Meet the Family: Lemnaceae

The Lemnaceae family consists of five genera (Spirodela, Landoltia, Lemna, Wolffia and Wolffiella), and currently comprises a total of 35 recognized species (see below, following ISCDRA).

Lemnaceae or Lemnoideae: family or sub-family?

Although on this site we generally refer to duckweeds as "the family" Lemnaceae, there is some controversy on whether duckweeds are a family or rather a sub-family of the Araceae. Duckweeds were first defined as a family by Martinov in 1820. In 1876, Engler was the first to classify them as a sub-family within the Araceae, but by 1889, he reconsidered and treated them again as a separate family.

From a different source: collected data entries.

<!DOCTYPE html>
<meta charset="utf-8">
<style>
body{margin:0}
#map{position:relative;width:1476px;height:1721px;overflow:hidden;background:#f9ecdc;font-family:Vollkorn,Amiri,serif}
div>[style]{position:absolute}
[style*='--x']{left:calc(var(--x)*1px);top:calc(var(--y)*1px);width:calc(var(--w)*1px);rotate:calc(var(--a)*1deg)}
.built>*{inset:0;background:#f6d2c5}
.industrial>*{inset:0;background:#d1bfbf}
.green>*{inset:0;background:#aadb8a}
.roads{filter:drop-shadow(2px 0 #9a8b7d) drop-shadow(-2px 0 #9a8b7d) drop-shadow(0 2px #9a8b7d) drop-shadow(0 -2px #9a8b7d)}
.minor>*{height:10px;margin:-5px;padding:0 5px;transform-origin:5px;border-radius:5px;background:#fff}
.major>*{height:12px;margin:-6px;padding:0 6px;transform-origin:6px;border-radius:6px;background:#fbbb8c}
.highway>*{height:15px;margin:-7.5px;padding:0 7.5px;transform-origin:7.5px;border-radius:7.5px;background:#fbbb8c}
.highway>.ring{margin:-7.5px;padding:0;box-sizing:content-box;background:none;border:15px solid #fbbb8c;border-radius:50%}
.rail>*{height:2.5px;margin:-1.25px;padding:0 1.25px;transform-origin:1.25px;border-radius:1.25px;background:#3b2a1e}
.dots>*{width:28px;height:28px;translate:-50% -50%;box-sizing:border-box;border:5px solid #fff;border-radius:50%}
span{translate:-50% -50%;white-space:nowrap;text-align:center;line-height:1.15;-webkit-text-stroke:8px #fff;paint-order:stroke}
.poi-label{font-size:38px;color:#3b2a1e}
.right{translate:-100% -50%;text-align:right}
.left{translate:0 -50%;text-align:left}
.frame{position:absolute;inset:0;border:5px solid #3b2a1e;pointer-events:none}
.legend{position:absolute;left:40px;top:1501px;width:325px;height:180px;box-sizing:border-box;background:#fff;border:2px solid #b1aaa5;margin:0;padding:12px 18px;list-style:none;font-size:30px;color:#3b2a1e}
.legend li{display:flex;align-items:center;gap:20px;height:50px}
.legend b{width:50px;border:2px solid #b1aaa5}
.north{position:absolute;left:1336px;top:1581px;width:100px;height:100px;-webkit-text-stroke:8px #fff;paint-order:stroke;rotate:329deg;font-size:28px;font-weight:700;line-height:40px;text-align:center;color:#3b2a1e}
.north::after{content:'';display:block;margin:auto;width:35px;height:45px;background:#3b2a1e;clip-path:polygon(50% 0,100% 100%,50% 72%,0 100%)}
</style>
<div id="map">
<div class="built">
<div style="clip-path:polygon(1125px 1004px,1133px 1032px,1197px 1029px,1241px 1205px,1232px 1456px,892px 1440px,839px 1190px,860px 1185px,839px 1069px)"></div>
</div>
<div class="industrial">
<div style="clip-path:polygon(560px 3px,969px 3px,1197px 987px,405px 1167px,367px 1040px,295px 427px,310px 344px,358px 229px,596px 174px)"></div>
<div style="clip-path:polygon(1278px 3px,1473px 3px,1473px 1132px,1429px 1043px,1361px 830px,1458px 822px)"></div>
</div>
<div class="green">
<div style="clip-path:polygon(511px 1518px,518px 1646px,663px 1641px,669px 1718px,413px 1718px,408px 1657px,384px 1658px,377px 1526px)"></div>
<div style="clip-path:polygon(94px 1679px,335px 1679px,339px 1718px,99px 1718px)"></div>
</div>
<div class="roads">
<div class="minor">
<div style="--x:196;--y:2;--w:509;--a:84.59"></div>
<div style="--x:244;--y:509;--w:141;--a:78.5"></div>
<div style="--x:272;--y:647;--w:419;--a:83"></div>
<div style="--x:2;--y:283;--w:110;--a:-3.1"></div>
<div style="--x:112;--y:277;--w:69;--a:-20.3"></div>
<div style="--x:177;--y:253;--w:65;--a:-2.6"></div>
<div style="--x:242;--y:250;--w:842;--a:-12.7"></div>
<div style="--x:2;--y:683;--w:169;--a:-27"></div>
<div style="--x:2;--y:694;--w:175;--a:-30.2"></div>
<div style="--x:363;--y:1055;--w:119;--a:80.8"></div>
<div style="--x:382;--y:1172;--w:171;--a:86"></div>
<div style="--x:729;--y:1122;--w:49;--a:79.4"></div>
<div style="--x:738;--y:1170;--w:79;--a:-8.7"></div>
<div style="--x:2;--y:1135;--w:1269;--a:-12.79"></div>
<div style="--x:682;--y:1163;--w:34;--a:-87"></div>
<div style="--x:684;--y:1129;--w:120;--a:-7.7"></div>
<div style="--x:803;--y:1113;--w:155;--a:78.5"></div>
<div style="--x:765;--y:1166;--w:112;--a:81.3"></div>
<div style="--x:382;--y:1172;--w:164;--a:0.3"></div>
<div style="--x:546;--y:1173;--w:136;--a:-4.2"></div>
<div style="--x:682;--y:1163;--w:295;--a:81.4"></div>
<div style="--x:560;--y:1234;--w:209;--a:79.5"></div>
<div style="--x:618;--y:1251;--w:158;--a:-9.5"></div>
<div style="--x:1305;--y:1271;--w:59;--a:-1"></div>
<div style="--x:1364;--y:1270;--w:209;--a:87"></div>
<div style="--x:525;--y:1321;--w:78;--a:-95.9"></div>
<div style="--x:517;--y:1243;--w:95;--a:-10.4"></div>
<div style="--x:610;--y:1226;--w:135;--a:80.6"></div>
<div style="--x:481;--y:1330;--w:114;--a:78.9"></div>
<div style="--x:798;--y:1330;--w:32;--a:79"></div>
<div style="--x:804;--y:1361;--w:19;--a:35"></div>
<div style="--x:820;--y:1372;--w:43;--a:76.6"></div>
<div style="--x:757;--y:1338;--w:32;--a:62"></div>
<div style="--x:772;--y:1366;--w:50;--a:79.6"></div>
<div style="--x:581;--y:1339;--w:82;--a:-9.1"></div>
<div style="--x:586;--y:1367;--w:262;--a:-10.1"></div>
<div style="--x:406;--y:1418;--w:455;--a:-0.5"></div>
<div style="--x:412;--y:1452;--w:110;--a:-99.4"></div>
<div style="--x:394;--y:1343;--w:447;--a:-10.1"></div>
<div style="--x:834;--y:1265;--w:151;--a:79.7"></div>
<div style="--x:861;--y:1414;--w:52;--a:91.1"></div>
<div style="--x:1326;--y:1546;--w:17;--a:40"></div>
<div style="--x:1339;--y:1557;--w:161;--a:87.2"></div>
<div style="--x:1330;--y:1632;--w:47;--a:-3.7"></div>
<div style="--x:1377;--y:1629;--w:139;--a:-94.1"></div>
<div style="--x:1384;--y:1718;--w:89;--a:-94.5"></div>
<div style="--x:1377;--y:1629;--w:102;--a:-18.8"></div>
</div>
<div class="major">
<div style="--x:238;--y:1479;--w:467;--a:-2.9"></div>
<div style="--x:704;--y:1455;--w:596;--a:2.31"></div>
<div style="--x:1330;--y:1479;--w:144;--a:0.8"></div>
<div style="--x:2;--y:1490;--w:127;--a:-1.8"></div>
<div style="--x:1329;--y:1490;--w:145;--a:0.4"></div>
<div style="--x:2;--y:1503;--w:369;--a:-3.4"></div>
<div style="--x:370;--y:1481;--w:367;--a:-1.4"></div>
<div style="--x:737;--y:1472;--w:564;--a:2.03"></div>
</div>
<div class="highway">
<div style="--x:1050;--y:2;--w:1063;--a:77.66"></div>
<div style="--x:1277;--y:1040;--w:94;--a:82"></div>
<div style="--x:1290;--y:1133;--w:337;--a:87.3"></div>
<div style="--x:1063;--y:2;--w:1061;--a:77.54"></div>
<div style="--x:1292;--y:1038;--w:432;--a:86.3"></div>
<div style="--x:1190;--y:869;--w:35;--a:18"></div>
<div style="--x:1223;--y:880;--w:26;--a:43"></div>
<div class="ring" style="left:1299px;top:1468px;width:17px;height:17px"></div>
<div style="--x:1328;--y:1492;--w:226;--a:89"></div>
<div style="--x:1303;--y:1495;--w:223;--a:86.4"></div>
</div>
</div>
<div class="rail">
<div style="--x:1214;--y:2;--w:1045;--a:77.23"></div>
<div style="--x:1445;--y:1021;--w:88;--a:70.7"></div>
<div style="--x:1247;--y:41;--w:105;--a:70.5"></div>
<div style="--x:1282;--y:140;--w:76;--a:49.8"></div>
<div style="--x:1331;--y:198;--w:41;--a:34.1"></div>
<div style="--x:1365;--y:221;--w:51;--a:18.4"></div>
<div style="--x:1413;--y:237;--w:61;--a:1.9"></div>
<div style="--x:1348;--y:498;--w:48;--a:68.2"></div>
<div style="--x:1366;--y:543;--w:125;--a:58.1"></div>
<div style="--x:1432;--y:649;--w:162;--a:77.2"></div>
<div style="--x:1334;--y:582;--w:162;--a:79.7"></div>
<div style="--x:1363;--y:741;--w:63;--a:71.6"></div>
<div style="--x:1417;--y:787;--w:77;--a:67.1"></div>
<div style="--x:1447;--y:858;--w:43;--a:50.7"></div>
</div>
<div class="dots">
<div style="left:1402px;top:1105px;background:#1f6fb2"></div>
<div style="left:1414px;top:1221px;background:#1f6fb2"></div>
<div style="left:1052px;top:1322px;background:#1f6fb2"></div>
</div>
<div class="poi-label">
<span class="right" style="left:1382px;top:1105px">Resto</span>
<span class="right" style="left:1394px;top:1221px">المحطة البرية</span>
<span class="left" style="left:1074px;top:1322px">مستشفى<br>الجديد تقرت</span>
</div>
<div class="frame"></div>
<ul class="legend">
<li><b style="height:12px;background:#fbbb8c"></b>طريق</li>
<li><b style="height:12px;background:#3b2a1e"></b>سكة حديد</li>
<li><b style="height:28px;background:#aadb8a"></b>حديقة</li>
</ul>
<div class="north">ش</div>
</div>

For much of the following period, duckweed researchers regarded duckweeds as a sister group to the Araceae family. In 2009, the Angiosperm Phylogeny Group (APG) III reclassified duckweeds as part of the Araceae family, placing them as a subfamily, Lemnoideae, within Araceae rather than as a separate sister taxon. This classification was upheld by APG IV. More recently, several duckweed researchers have contested this classification, arguing that the family Lemnaceae satisfies the taxonomic criteria to be recognized as a distinct family (see Tippery et al., 2021). To accommodate this, Tippery et al. proposed to separate Araceae into three separate families: Araceae, Lemnaceae, and Orontiaceae, a separation supported by both morphological and phylogenetic evidence.